The clinical implications of the WHS results for women younger than 65 years are less clear. More research is needed to determine whether there are subgroups of younger women that benefit from aspirin therapy and whether a dose higher than that studied in the WHS is required for cardiovascular protection, especially in those with health behaviors and conditions such as smoking and diabetes that are known or suspected to induce aspirin resistance. Guidelines released prior to publication of the WHS results include the American Heart Association's recommendation that physicians consider prescribing aspirin for women at intermediate risk (10-year coronary heart disease [CHD] risk of 10 to 20%) and definitely prescribe aspirin for women at high risk (10-year CHD risk of 20% or higher) unless contraindicated [3]; the US Preventive Services Task Force's recommendation that physicians consider prescribing aspirin for adults with a 10-year CHD risk of 6% or higher [4]; and the American Diabetes Association's recommendation of aspirin for adults with diabetes who are aged 40 or older or who have additional cardiovascular risk factors [5]. While awaiting additional research, we conservatively recommend that women under 65 years do not initiate aspirin therapy unless they are at substantially elevated cardiovascular risk by virtue of a high Framingham Risk Score or the presence of diabetes (10-year CHD risk of 20% or greater).

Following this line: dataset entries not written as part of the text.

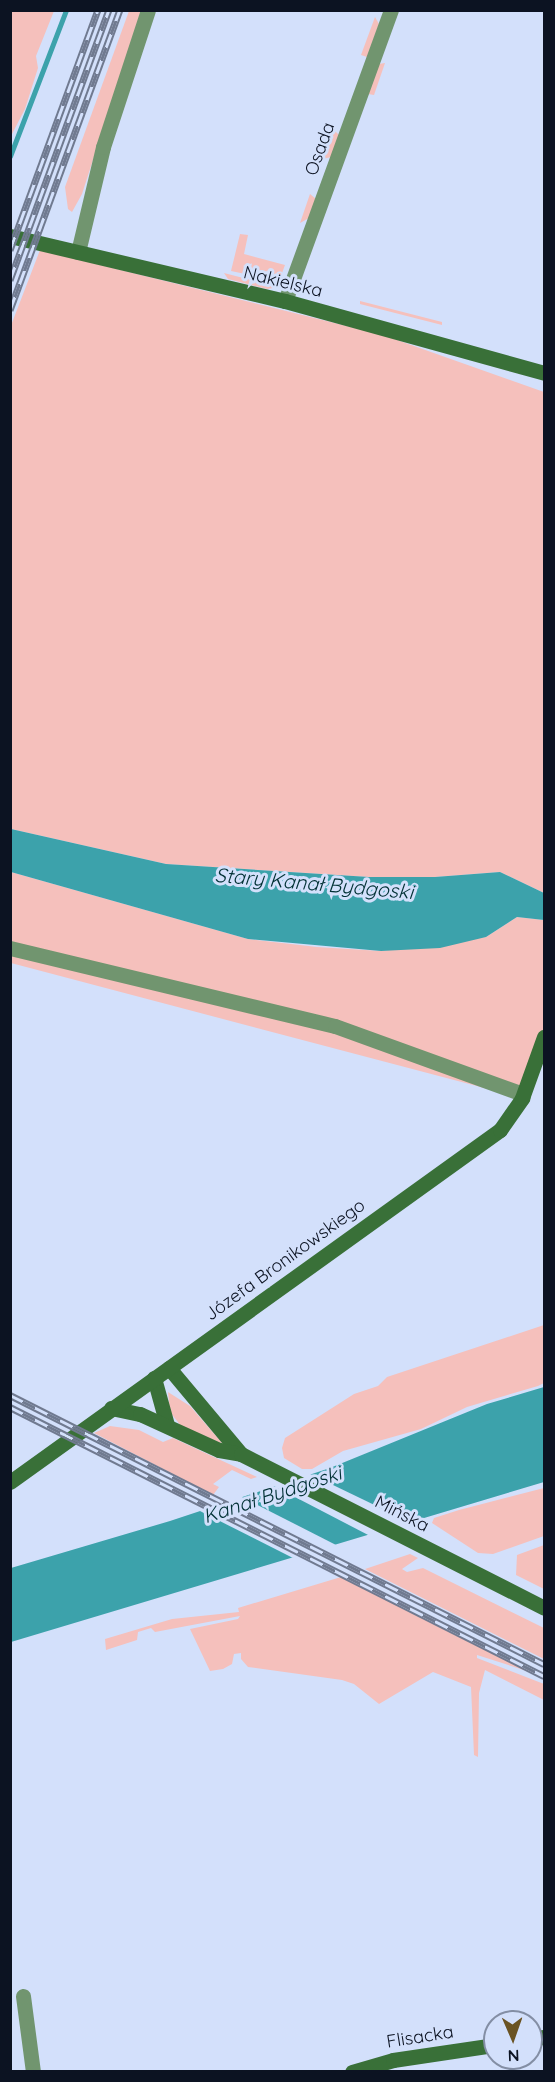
<!DOCTYPE html>
<meta charset="utf-8">
<style>
body{margin:0}
#map{position:relative;width:555px;height:2082px;overflow:hidden;background:#d3e0fb;font-family:Quicksand,sans-serif}
div>[style]{position:absolute}
[style*='--x']{left:calc(var(--x)*1px);top:calc(var(--y)*1px);width:calc(var(--w)*1px);rotate:calc(var(--a)*1deg)}
.green>*{inset:0;background:#f5c0bc}
.water>*{inset:0;background:#3ca2ab}
.pier>*{inset:0;background:#d3e0fb}
.stream>*{height:5px;margin:-2.5px;padding:0 2.5px;transform-origin:2.5px;border-radius:2.5px;background:#3ca2ab}
.street>*{height:15px;margin:-7.5px;padding:0 7.5px;transform-origin:7.5px;border-radius:7.5px;background:#71956f}
.secondary>*{height:15px;margin:-7.5px;padding:0 7.5px;transform-origin:7.5px;border-radius:7.5px;background:#397038}
.rail>*{height:7px;margin-top:-3.5px;transform-origin:0;background:repeating-linear-gradient(90deg,#d3e0fb 0 14px,#707a90 0 28px);box-sizing:border-box;border-block:2px solid #707a90}
span{translate:-50% -50%;white-space:nowrap;text-align:center;line-height:1.15;-webkit-text-stroke:6px #d3e0fb;paint-order:stroke}
.street-label{font-size:18px;color:#0c1322}
.water-label{font-size:20px;color:#003034;font-style:italic}
.frame{position:absolute;inset:0;border:12px solid #0c1322;pointer-events:none}
.north{position:absolute;left:483px;top:2010px;width:60px;height:60px;box-sizing:border-box;background:#d3e0fb;border:2px solid #838ea4;border-radius:50%;rotate:178deg;font-size:16px;font-weight:700;line-height:24px;text-align:center;color:#0c1322}
.north::after{content:'';display:block;margin:auto;width:21px;height:27px;background:#6a5323;clip-path:polygon(50% 0,100% 100%,50% 72%,0 100%)}
</style>
<div id="map">
<div class="green">
<div style="clip-path:polygon(11px 10px,54px 11px,36px 56px,38px 68px,25px 109px,11px 136px)"></div>
<div style="clip-path:polygon(129px 11px,141px 11px,82px 194px,72px 212px,68px 209px,65px 187px)"></div>
<div style="clip-path:polygon(375px 17px,379px 24px,367px 57px,361px 55px)"></div>
<div style="clip-path:polygon(385px 63px,374px 95px,368px 94px,379px 64px)"></div>
<div style="clip-path:polygon(334px 130px,339px 135px,331px 157px,323px 159px)"></div>
<div style="clip-path:polygon(310px 194px,316px 199px,309px 218px,300px 223px)"></div>
<div style="clip-path:polygon(240px 234px,248px 235px,244px 254px,285px 265px,279px 281px,231px 271px)"></div>
<div style="clip-path:polygon(40px 250px,383px 335px,544px 392px,544px 893px,500px 872px,435px 877px,369px 877px,166px 864px,11px 829px,10px 328px)"></div>
<div style="clip-path:polygon(224px 273px,279px 287px,267px 289px,228px 279px)"></div>
<div style="clip-path:polygon(360px 301px,442px 322px,442px 325px,360px 304px)"></div>
<div style="clip-path:polygon(11px 872px,248px 939px,317px 947px,381px 951px,486px 937px,517px 917px,544px 920px,544px 1037px,522px 1098px,11px 963px)"></div>
<div style="clip-path:polygon(544px 1325px,544px 1383px,538px 1386px,467px 1407px,421px 1429px,343px 1451px,312px 1469px,302px 1469px,284px 1458px,282px 1448px,285px 1438px,354px 1394px,378px 1386px,387px 1377px)"></div>
<div style="clip-path:polygon(168px 1392px,190px 1406px,223px 1444px,181px 1426px,170px 1412px)"></div>
<div style="clip-path:polygon(110px 1426px,139px 1430px,163px 1442px,173px 1438px,257px 1477px,251px 1479px,232px 1470px,213px 1484px,219px 1487px,213px 1495px,94px 1433px)"></div>
<div style="clip-path:polygon(544px 1488px,544px 1536px,493px 1554px,478px 1553px,432px 1523px,434px 1518px,459px 1510px)"></div>
<div style="clip-path:polygon(544px 1545px,544px 1589px,516px 1575px,517px 1555px)"></div>
<div style="clip-path:polygon(410px 1554px,418px 1558px,402px 1569px,407px 1572px,423px 1568px,544px 1628px,544px 1659px,365px 1569px)"></div>
<div style="clip-path:polygon(341px 1577px,533px 1673px,477px 1655px,477px 1658px,544px 1684px,544px 1700px,485px 1670px,479px 1693px,478px 1757px,474px 1755px,471px 1687px,433px 1672px,379px 1704px,354px 1684px,342px 1680px,248px 1667px,241px 1659px,241px 1653px,234px 1654px,232px 1664px,223px 1669px,210px 1671px,190px 1629px,238px 1619px,240px 1616px,155px 1632px,151px 1628px,138px 1632px,137px 1640px,106px 1650px,105px 1639px,172px 1619px,239px 1612px,238px 1608px)"></div>
</div>
<div class="water">
<div style="clip-path:polygon(11px 829px,166px 864px,369px 877px,435px 877px,500px 872px,544px 893px,544px 920px,517px 917px,486px 937px,440px 948px,381px 951px,248px 939px,11px 872px)"></div>
<div style="clip-path:polygon(544px 1387px,544px 1482px,11px 1642px,11px 1568px,170px 1521px,330px 1468px,487px 1404px)"></div>
</div>
<div class="pier">
<div style="clip-path:polygon(306px 1472px,416px 1525px,372px 1537px,270px 1484px)"></div>
<div style="clip-path:polygon(236px 1494px,338px 1546px,293px 1558px,194px 1508px)"></div>
</div>
<div class="stream">
<div style="--x:10;--y:156;--w:156;--a:-69"></div>
</div>
<div class="street">
<div style="--x:78;--y:252;--w:108;--a:-76.6"></div>
<div style="--x:103;--y:147;--w:144;--a:-71.8"></div>
<div style="--x:285;--y:301;--w:310;--a:-70"></div>
<div style="--x:10;--y:948;--w:334;--a:13.5"></div>
<div style="--x:335;--y:1026;--w:200;--a:19.9"></div>
<div style="--x:23;--y:1996;--w:77;--a:82.5"></div>
</div>
<div class="secondary">
<div style="--x:10;--y:236;--w:283;--a:13.3"></div>
<div style="--x:285;--y:301;--w:269;--a:15.5"></div>
<div style="--x:169;--y:1368;--w:112;--a:50.1"></div>
<div style="--x:154;--y:1378;--w:49;--a:74.5"></div>
<div style="--x:111;--y:1408;--w:30;--a:12"></div>
<div style="--x:140;--y:1414;--w:87;--a:24.5"></div>
<div style="--x:219;--y:1450;--w:22;--a:10"></div>
<div style="--x:241;--y:1454;--w:340;--a:26.9"></div>
<div style="--x:10;--y:1482;--w:603;--a:-35.69"></div>
<div style="--x:500;--y:1130;--w:39;--a:-55"></div>
<div style="--x:522;--y:1098;--w:65;--a:-70.2"></div>
<div style="--x:531;--y:2039;--w:13;--a:-9"></div>
<div style="--x:352;--y:2072;--w:43;--a:-16.3"></div>
<div style="--x:393;--y:2060;--w:103;--a:-8.4"></div>
</div>
<div class="rail">
<div style="--x:10;--y:250;--w:256;--a:-69.9"></div>
<div style="--x:10;--y:280;--w:288;--a:-69.9"></div>
<div style="--x:10;--y:310;--w:320;--a:-69.9"></div>
<div style="--x:10;--y:1395;--w:598;--a:26.74"></div>
<div style="--x:10;--y:1407;--w:598;--a:26.74"></div>
</div>
<div class="street-label">
<span style="left:320px;top:149px;rotate:-70deg">Osada</span>
<span style="left:283px;top:282px;rotate:14deg">Nakielska</span>
<span style="left:285px;top:1260px;rotate:-36deg">Józefa Bronikowskiego</span>
<span style="left:402px;top:1514px;rotate:27deg">Mińska</span>
<span style="left:420px;top:2037px;rotate:-9deg">Flisacka</span>
</div>
<div class="water-label">
<span style="left:314px;top:883px;rotate:5deg">Stary Kanał Bydgoski</span>
<span style="left:272px;top:1494px;rotate:-18deg">Kanał Bydgoski</span>
</div>
<div class="frame"></div>
<div class="north">N</div>
</div>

The bottom line is that women considering the use of aspirin to prevent CVD must weigh the balance of benefits and risks in consultation with their physicians before beginning therapy. For both women and men, adhering to a health-promoting lifestyle – eating healthy foods; engaging in regular physical activity; maintaining a healthy weight; not smoking; and controlling hypertension, dyslipidemia, and diabetes – remains the best choice for long-term CVD prevention.